Task details
Your response should be the complete set of records, reproduced exactly.

Records shown
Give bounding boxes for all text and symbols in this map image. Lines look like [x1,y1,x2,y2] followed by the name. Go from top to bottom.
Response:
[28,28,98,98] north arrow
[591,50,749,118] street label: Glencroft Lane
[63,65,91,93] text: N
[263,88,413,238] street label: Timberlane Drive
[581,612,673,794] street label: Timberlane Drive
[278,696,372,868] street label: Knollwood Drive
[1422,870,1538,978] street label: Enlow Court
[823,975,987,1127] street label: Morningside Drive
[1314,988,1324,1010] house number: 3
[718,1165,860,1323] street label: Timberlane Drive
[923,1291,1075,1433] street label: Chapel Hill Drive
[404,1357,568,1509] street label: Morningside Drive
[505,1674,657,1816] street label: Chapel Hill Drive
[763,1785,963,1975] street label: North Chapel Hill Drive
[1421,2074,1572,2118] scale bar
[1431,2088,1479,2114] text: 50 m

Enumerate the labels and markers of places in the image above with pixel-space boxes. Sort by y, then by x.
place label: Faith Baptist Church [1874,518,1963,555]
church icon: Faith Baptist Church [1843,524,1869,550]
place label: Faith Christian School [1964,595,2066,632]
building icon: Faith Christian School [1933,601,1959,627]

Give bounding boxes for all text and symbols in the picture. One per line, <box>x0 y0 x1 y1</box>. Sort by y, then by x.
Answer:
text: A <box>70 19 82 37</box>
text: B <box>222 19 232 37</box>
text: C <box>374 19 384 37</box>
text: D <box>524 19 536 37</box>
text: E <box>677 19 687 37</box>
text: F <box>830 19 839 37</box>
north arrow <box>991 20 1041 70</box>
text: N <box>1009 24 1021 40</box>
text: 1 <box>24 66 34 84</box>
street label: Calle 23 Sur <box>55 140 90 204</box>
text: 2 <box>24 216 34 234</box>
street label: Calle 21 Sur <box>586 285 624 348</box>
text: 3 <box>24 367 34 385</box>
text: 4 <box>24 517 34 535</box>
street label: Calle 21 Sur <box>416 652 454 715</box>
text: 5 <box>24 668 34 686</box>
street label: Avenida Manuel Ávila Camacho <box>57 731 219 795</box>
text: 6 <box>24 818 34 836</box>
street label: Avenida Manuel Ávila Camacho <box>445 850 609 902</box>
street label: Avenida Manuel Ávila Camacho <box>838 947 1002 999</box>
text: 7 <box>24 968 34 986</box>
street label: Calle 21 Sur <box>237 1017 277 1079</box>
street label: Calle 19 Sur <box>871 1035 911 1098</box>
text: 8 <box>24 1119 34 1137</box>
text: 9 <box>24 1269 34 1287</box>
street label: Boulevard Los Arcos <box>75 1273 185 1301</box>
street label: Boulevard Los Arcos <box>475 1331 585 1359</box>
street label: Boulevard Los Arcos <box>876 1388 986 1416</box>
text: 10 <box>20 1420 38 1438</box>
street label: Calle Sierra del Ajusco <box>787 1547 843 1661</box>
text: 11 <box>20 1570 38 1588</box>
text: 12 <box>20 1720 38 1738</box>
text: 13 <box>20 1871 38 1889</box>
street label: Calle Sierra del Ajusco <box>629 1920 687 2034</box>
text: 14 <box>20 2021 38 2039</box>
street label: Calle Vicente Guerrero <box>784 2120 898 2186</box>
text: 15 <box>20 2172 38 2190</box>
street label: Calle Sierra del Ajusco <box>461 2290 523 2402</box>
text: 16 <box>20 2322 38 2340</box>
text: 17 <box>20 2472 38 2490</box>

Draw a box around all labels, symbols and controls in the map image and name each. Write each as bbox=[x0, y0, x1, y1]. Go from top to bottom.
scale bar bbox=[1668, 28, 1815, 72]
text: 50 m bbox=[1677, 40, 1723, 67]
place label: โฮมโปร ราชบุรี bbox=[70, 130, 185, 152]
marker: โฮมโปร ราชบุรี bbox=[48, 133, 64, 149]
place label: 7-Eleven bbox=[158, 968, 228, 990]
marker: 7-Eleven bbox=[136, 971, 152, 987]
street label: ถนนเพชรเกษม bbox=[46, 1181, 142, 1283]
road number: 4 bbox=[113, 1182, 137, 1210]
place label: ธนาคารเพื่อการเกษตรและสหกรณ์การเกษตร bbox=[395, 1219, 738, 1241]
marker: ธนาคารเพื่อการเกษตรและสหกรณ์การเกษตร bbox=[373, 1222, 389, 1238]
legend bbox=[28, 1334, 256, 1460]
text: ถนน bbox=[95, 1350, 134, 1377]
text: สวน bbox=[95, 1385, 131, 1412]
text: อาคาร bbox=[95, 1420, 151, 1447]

Solution for this task
Give bounding boxes for all text and symbols in this map image. Lines look like [x1,y1,x2,y2] followed by the name. Go from top to bottom.
Response:
[28,28,98,98] north arrow
[591,50,749,118] street label: Glencroft Lane
[63,65,91,93] text: N
[263,88,413,238] street label: Timberlane Drive
[581,612,673,794] street label: Timberlane Drive
[278,696,372,868] street label: Knollwood Drive
[1422,870,1538,978] street label: Enlow Court
[823,975,987,1127] street label: Morningside Drive
[1314,988,1324,1010] house number: 3
[718,1165,860,1323] street label: Timberlane Drive
[923,1291,1075,1433] street label: Chapel Hill Drive
[404,1357,568,1509] street label: Morningside Drive
[505,1674,657,1816] street label: Chapel Hill Drive
[763,1785,963,1975] street label: North Chapel Hill Drive
[1421,2074,1572,2118] scale bar
[1431,2088,1479,2114] text: 50 m

Enumerate the labels and markers of places in the image above with pixel-space boxes. Sort by y, then by x.
place label: Faith Baptist Church [1874,518,1963,555]
church icon: Faith Baptist Church [1843,524,1869,550]
place label: Faith Christian School [1964,595,2066,632]
building icon: Faith Christian School [1933,601,1959,627]

Give bounding boxes for all text and symbols in the picture. One per line, <box>x0 y0 x1 y1</box>. Sort by y, then by x.
Answer:
text: A <box>70 19 82 37</box>
text: B <box>222 19 232 37</box>
text: C <box>374 19 384 37</box>
text: D <box>524 19 536 37</box>
text: E <box>677 19 687 37</box>
text: F <box>830 19 839 37</box>
north arrow <box>991 20 1041 70</box>
text: N <box>1009 24 1021 40</box>
text: 1 <box>24 66 34 84</box>
street label: Calle 23 Sur <box>55 140 90 204</box>
text: 2 <box>24 216 34 234</box>
street label: Calle 21 Sur <box>586 285 624 348</box>
text: 3 <box>24 367 34 385</box>
text: 4 <box>24 517 34 535</box>
street label: Calle 21 Sur <box>416 652 454 715</box>
text: 5 <box>24 668 34 686</box>
street label: Avenida Manuel Ávila Camacho <box>57 731 219 795</box>
text: 6 <box>24 818 34 836</box>
street label: Avenida Manuel Ávila Camacho <box>445 850 609 902</box>
street label: Avenida Manuel Ávila Camacho <box>838 947 1002 999</box>
text: 7 <box>24 968 34 986</box>
street label: Calle 21 Sur <box>237 1017 277 1079</box>
street label: Calle 19 Sur <box>871 1035 911 1098</box>
text: 8 <box>24 1119 34 1137</box>
text: 9 <box>24 1269 34 1287</box>
street label: Boulevard Los Arcos <box>75 1273 185 1301</box>
street label: Boulevard Los Arcos <box>475 1331 585 1359</box>
street label: Boulevard Los Arcos <box>876 1388 986 1416</box>
text: 10 <box>20 1420 38 1438</box>
street label: Calle Sierra del Ajusco <box>787 1547 843 1661</box>
text: 11 <box>20 1570 38 1588</box>
text: 12 <box>20 1720 38 1738</box>
text: 13 <box>20 1871 38 1889</box>
street label: Calle Sierra del Ajusco <box>629 1920 687 2034</box>
text: 14 <box>20 2021 38 2039</box>
street label: Calle Vicente Guerrero <box>784 2120 898 2186</box>
text: 15 <box>20 2172 38 2190</box>
street label: Calle Sierra del Ajusco <box>461 2290 523 2402</box>
text: 16 <box>20 2322 38 2340</box>
text: 17 <box>20 2472 38 2490</box>

Draw a box around all labels, symbols and controls in the map image and name each. Write each as bbox=[x0, y0, x1, y1]. Go from top to bottom.
scale bar bbox=[1668, 28, 1815, 72]
text: 50 m bbox=[1677, 40, 1723, 67]
place label: โฮมโปร ราชบุรี bbox=[70, 130, 185, 152]
marker: โฮมโปร ราชบุรี bbox=[48, 133, 64, 149]
place label: 7-Eleven bbox=[158, 968, 228, 990]
marker: 7-Eleven bbox=[136, 971, 152, 987]
street label: ถนนเพชรเกษม bbox=[46, 1181, 142, 1283]
road number: 4 bbox=[113, 1182, 137, 1210]
place label: ธนาคารเพื่อการเกษตรและสหกรณ์การเกษตร bbox=[395, 1219, 738, 1241]
marker: ธนาคารเพื่อการเกษตรและสหกรณ์การเกษตร bbox=[373, 1222, 389, 1238]
legend bbox=[28, 1334, 256, 1460]
text: ถนน bbox=[95, 1350, 134, 1377]
text: สวน bbox=[95, 1385, 131, 1412]
text: อาคาร bbox=[95, 1420, 151, 1447]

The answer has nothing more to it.